--- What to produce ---
Scan the data for "Avenida" and copy the lines it appears in.
Extracted records below:
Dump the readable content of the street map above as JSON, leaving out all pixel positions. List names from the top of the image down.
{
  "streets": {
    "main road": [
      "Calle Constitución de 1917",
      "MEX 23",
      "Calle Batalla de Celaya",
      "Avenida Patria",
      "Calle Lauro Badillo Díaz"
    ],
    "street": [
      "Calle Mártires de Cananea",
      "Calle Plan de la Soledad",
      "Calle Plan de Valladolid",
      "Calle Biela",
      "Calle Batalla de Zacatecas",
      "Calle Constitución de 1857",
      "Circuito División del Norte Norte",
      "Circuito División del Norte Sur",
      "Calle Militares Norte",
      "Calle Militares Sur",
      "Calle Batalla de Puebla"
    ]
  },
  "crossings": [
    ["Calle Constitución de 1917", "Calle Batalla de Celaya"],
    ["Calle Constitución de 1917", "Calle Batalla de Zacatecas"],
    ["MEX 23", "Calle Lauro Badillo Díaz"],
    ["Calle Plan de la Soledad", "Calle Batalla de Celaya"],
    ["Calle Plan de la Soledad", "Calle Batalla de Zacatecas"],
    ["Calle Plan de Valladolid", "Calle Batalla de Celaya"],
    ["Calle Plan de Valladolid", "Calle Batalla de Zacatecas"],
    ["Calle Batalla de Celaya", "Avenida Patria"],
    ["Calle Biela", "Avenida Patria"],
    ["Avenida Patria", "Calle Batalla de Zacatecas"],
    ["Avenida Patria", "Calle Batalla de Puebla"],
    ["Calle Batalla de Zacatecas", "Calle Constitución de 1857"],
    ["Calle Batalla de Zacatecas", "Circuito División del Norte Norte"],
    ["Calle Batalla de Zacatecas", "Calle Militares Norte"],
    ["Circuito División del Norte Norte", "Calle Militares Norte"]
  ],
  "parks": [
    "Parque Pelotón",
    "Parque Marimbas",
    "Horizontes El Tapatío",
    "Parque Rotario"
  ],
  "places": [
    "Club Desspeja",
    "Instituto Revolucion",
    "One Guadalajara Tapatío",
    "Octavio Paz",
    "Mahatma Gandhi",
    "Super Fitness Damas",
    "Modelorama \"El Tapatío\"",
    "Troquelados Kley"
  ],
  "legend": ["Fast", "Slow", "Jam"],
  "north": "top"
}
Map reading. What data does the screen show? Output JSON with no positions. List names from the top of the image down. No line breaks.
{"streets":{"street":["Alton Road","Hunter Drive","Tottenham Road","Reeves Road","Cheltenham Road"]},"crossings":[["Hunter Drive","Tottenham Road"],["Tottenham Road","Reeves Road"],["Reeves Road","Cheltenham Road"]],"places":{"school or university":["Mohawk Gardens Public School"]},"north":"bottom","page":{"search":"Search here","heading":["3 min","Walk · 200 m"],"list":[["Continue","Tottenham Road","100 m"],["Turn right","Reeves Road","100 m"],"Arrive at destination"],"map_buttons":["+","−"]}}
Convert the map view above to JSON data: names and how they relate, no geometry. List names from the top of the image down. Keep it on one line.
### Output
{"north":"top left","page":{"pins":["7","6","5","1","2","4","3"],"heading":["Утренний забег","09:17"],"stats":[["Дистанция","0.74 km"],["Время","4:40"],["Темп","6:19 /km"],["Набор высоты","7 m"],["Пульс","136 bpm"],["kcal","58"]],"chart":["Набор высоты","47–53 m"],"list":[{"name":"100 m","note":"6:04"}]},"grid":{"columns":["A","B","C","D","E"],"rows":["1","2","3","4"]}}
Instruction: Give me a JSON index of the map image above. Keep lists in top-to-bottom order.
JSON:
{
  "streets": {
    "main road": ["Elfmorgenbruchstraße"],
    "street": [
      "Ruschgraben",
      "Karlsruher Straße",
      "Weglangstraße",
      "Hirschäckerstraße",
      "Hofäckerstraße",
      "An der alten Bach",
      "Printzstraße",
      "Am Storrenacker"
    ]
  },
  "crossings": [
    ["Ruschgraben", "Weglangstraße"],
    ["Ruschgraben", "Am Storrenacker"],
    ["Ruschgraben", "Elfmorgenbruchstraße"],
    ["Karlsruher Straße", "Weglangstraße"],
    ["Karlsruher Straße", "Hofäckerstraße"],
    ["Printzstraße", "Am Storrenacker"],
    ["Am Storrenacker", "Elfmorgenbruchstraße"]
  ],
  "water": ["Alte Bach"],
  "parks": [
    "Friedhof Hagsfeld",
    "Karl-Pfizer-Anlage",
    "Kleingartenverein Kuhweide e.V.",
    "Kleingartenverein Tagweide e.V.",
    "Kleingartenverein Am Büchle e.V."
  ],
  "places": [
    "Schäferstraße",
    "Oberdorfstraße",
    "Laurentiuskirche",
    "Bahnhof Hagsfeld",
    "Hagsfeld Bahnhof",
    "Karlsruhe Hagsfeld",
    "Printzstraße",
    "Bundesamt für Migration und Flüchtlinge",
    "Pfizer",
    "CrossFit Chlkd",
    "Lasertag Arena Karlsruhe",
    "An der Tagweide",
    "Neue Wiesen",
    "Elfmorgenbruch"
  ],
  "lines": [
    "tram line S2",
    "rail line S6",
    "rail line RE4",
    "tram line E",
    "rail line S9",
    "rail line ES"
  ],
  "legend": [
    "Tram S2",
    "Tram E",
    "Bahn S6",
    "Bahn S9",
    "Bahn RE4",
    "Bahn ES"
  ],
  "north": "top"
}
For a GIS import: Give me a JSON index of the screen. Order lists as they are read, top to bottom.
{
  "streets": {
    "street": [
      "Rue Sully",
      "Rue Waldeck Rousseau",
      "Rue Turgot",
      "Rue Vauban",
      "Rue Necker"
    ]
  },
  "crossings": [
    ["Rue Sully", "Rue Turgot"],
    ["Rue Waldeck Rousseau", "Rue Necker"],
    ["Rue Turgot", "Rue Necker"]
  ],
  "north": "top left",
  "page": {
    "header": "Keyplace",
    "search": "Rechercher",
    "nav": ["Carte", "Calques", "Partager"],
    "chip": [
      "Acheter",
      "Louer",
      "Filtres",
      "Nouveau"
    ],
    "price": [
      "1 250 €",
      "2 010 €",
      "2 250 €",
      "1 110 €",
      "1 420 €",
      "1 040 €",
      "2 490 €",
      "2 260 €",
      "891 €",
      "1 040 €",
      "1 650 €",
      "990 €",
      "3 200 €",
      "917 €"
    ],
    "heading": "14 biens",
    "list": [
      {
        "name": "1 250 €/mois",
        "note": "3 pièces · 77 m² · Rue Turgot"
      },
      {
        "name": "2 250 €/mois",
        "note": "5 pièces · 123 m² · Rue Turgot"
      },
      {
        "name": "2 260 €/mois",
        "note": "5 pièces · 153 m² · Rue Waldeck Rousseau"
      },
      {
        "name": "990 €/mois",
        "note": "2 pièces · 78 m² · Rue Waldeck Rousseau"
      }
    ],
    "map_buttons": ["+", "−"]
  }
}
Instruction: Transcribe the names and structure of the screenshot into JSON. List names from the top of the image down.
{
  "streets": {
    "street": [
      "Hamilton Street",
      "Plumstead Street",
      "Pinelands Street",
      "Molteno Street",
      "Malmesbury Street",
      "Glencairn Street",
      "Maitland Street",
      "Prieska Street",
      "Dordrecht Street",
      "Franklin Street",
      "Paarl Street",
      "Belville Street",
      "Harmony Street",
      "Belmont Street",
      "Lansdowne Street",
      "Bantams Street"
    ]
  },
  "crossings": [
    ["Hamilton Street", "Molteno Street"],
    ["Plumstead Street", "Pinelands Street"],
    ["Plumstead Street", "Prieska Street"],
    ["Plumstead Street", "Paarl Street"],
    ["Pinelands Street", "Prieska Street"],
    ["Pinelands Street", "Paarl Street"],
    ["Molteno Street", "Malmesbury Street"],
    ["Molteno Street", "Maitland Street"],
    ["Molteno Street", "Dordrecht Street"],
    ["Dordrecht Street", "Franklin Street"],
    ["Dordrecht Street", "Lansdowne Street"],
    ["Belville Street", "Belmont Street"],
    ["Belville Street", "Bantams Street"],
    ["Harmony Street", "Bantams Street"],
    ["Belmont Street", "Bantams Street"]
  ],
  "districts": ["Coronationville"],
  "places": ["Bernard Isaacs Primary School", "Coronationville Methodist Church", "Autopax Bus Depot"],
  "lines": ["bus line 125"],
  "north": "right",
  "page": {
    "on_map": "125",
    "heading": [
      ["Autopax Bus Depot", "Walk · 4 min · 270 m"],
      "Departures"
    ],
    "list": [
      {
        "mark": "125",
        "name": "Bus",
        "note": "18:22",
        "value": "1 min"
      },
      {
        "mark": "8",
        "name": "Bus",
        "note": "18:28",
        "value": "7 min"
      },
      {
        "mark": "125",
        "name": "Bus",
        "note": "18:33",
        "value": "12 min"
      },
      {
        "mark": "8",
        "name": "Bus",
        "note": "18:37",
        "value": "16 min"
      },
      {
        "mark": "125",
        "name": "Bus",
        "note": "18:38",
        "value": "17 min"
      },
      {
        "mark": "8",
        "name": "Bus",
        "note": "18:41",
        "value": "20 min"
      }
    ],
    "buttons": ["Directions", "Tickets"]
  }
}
End of Extracted records.
--- Result for this exercise ---
      "Avenida Patria",
    ["Calle Batalla de Celaya", "Avenida Patria"],
    ["Calle Biela", "Avenida Patria"],
    ["Avenida Patria", "Calle Batalla de Zacatecas"],
    ["Avenida Patria", "Calle Batalla de Puebla"],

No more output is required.